食卓の平和(ヨハネ21.1-14)

ヨハネ福音書における復活のイエスはご自身を弟子たちに顕した時「平和があるように」と言われました。しかし本章(21.1以下)にはその言葉が見当たりません。しかしそれに代わって(と解釈して)復活のイエスは弟子たちと共に食事をされています。おそらく福音書記者の意図としてはこの食事が平和のメッセージであり聖餐式を意味していると考えられます。
イエスの福音は聖書によって伝承されていますが、イエス自身は書物を書き残していません。恐らくイエス自身は「過ぎ越しの食事」の儀礼にのって福音(十字架の贖罪)の伝承を考えたのではないでしょうか?
聖餐式の本質は和解と平和です。共に食する所に和解と平和があります。確かに、伝承によればパンとぶどう酒はイエスが十字架で裂かれた身体と流した血を比喩し、その裂かれた身体と流された血によって人間の罪が許されたとするものです。しかし「罪が許された」とはそれで犯した罪もこれから犯す罪も全て許され罪なき人間となったという意味ではありません。そんな都合の良い話はありません。
十字架による赦しとは、互いに赦し合うところに力点があります。イエスが弟子たちを愛したように、弟子たちも互いに愛し合うことが要求されていますが、それと等しく赦されたとは互いに赦し合う和解と平和を指し示すものです。

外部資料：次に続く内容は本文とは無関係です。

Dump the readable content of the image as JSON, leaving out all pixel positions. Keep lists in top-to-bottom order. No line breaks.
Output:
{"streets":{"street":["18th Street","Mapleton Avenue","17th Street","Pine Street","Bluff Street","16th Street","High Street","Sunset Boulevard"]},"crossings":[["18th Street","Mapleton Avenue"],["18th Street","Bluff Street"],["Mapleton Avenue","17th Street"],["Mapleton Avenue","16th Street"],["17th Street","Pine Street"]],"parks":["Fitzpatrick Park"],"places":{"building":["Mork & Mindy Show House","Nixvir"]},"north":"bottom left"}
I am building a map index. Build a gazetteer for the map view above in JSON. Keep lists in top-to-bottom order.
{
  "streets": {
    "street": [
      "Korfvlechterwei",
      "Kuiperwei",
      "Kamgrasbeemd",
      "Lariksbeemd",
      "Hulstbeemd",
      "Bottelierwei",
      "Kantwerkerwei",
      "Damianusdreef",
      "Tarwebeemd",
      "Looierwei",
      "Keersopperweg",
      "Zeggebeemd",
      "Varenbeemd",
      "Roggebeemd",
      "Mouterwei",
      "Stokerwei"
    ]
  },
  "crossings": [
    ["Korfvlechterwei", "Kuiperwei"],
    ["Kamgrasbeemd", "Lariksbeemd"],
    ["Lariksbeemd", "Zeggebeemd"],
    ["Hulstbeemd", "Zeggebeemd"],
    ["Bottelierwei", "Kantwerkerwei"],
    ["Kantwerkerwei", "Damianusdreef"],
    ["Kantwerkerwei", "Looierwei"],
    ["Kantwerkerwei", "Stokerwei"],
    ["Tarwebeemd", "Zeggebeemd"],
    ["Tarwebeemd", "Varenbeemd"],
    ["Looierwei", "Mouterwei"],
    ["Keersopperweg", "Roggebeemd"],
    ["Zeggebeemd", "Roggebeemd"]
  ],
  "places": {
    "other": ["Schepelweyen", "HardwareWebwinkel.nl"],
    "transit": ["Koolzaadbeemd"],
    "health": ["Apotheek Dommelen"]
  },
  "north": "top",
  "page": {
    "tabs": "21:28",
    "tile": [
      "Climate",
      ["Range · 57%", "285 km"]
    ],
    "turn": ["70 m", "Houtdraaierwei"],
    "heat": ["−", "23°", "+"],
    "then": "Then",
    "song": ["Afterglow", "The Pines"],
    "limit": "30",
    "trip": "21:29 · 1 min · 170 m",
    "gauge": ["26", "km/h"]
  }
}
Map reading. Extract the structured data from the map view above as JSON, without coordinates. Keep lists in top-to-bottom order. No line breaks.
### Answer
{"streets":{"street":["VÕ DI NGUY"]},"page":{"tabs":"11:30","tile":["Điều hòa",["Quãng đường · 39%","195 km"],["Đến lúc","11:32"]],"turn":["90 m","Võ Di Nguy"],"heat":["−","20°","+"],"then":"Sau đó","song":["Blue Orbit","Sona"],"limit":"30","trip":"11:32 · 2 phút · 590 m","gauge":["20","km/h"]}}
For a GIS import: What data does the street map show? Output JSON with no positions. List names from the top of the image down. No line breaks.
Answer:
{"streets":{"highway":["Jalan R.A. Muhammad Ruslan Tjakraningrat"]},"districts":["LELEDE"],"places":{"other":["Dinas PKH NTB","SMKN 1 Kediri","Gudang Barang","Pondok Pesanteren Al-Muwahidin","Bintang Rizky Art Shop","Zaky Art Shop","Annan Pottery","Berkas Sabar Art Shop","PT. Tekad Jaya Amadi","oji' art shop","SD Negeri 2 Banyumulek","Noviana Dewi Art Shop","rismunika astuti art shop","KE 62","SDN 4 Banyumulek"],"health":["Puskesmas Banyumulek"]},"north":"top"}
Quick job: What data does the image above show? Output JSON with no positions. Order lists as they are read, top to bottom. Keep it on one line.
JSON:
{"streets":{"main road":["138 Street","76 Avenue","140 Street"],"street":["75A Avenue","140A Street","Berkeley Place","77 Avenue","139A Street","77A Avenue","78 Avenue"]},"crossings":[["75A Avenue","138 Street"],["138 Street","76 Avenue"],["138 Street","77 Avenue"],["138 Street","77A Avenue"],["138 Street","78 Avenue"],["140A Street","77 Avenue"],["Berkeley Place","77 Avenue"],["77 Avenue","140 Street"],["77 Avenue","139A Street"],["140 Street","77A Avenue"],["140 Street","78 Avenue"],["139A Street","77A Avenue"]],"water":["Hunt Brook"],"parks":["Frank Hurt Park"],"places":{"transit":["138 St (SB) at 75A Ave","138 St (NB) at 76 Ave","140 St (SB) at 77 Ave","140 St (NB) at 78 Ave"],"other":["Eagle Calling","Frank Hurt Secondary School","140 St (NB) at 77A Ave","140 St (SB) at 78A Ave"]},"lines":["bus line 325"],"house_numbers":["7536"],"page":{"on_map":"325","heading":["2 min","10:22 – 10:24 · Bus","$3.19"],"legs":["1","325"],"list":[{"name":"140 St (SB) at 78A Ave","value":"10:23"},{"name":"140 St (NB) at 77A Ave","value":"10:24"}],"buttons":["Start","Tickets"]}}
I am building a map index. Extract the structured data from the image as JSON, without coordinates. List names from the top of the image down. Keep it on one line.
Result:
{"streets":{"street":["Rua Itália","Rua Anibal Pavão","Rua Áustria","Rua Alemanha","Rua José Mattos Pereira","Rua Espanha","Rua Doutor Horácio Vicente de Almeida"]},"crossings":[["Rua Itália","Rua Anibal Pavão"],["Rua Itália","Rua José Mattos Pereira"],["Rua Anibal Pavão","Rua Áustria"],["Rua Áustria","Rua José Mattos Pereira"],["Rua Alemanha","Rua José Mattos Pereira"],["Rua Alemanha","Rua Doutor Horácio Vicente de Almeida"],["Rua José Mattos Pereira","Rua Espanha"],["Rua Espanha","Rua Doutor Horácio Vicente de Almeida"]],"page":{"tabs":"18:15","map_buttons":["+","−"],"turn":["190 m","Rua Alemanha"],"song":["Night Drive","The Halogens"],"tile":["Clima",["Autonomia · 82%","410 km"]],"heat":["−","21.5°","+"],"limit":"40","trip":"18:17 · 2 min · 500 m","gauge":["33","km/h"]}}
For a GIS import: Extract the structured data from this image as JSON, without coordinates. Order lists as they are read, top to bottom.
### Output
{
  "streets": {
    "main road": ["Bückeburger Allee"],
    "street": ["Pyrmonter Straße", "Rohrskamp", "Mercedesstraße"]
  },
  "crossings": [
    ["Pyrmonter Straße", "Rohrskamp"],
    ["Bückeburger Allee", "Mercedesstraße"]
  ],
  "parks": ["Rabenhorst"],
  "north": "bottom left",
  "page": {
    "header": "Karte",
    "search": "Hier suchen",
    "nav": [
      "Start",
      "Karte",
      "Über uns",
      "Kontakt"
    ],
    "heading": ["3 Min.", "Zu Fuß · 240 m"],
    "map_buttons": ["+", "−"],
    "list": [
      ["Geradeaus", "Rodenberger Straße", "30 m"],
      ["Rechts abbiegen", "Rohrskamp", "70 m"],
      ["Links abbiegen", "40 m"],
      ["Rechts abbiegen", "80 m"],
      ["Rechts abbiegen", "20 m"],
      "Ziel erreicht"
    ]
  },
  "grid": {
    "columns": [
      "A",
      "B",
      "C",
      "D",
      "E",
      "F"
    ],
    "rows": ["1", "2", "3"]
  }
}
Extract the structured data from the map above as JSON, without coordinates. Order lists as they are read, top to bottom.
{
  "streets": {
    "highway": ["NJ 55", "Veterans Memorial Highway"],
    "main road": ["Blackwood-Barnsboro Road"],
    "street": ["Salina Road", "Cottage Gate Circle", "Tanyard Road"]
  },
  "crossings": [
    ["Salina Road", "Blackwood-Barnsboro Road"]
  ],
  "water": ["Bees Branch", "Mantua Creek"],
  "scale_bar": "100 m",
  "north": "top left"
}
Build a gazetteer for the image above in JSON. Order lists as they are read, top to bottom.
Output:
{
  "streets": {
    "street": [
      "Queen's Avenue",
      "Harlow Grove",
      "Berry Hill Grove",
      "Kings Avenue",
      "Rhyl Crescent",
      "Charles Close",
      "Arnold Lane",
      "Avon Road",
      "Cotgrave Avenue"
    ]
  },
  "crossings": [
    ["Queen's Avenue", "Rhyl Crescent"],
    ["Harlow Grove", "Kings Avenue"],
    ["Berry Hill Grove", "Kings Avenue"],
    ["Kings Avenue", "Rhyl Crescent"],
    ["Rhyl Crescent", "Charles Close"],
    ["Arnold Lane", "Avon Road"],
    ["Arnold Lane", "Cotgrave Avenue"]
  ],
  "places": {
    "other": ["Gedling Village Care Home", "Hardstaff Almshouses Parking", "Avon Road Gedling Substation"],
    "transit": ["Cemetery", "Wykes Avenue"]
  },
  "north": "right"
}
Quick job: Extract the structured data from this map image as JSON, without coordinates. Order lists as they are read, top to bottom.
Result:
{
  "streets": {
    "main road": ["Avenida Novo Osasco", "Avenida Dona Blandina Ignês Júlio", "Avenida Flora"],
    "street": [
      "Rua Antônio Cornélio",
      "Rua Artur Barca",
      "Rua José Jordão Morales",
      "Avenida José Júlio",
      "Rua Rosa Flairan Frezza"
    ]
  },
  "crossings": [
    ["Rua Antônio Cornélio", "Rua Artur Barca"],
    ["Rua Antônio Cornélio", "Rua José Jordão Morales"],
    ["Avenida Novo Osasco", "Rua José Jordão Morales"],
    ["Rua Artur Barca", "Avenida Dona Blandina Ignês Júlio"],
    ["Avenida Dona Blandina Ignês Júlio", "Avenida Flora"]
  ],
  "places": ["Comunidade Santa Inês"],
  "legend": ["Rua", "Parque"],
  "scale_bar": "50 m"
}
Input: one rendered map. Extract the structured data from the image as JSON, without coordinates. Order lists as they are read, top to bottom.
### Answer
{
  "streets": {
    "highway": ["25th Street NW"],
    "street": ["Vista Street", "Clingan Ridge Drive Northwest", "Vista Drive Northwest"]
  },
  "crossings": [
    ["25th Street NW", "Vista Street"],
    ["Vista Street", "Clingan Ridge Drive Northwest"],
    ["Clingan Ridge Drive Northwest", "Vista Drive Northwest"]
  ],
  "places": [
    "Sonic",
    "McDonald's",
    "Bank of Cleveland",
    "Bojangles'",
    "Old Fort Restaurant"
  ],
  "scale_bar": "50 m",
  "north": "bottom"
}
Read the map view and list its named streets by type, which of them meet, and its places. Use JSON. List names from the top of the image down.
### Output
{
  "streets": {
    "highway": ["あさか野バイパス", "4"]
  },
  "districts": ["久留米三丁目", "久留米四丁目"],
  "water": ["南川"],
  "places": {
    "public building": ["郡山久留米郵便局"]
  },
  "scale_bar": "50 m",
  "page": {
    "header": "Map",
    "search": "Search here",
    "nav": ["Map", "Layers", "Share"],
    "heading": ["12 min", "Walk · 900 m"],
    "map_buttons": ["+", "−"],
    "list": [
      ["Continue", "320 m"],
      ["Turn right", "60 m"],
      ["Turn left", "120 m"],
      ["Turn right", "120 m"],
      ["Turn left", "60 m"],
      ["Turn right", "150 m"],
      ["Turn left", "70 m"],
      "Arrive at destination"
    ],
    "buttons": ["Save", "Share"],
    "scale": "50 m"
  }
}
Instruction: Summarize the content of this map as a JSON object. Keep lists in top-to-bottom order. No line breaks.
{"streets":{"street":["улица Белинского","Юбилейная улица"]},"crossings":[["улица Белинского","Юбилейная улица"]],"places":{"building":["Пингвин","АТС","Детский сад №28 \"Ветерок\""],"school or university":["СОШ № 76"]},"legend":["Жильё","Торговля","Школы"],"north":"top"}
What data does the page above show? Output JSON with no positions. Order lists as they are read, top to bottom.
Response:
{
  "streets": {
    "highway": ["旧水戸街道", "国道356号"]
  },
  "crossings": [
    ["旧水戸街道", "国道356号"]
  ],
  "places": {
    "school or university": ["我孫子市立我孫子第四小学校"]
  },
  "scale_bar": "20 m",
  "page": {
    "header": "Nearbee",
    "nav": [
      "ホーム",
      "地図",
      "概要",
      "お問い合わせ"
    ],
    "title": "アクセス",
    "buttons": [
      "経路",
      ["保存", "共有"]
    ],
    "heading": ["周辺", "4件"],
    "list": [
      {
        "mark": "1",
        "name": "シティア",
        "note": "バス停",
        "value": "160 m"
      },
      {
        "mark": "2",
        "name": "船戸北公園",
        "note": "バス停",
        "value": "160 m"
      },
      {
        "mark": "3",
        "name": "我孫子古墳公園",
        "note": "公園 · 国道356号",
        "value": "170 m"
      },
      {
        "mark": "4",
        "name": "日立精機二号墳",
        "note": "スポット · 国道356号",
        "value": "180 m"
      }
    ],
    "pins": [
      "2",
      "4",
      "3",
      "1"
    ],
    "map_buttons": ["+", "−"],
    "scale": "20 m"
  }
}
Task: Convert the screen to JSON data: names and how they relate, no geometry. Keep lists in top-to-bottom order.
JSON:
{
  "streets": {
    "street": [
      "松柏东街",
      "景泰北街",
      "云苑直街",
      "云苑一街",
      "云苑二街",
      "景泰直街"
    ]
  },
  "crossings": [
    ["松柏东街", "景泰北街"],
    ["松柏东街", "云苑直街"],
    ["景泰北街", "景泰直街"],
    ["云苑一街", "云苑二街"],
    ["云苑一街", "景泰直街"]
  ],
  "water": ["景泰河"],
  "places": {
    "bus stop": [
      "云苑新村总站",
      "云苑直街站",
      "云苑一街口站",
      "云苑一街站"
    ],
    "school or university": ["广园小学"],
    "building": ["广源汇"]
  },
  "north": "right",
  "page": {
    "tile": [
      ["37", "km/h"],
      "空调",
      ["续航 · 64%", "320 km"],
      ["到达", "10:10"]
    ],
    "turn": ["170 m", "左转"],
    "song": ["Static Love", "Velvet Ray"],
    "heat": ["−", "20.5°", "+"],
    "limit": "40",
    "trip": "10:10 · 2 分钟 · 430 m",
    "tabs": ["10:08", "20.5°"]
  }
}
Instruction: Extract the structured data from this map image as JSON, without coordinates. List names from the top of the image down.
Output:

MLキング牧師の「I have a dream」に次の一節があります。
「私には夢がある。それは、いつの日か、ジョージア州の赤土の丘で、かつての奴隷の息子たちとかつての奴隷所有者の息子たちが、兄弟として同じテーブルにつくという夢である。」
一緒に食事のテーブルに付くことは、分断され差別され弾圧されている人々からすると、それは和解と平和そのものであります。今共に礼拝を守れない苦しい時でありますが、私たちは教会だけでなく自宅で食事に預かる度に福音の恵みに預かっていることに感謝してこの一週間を歩んでまいりましょう。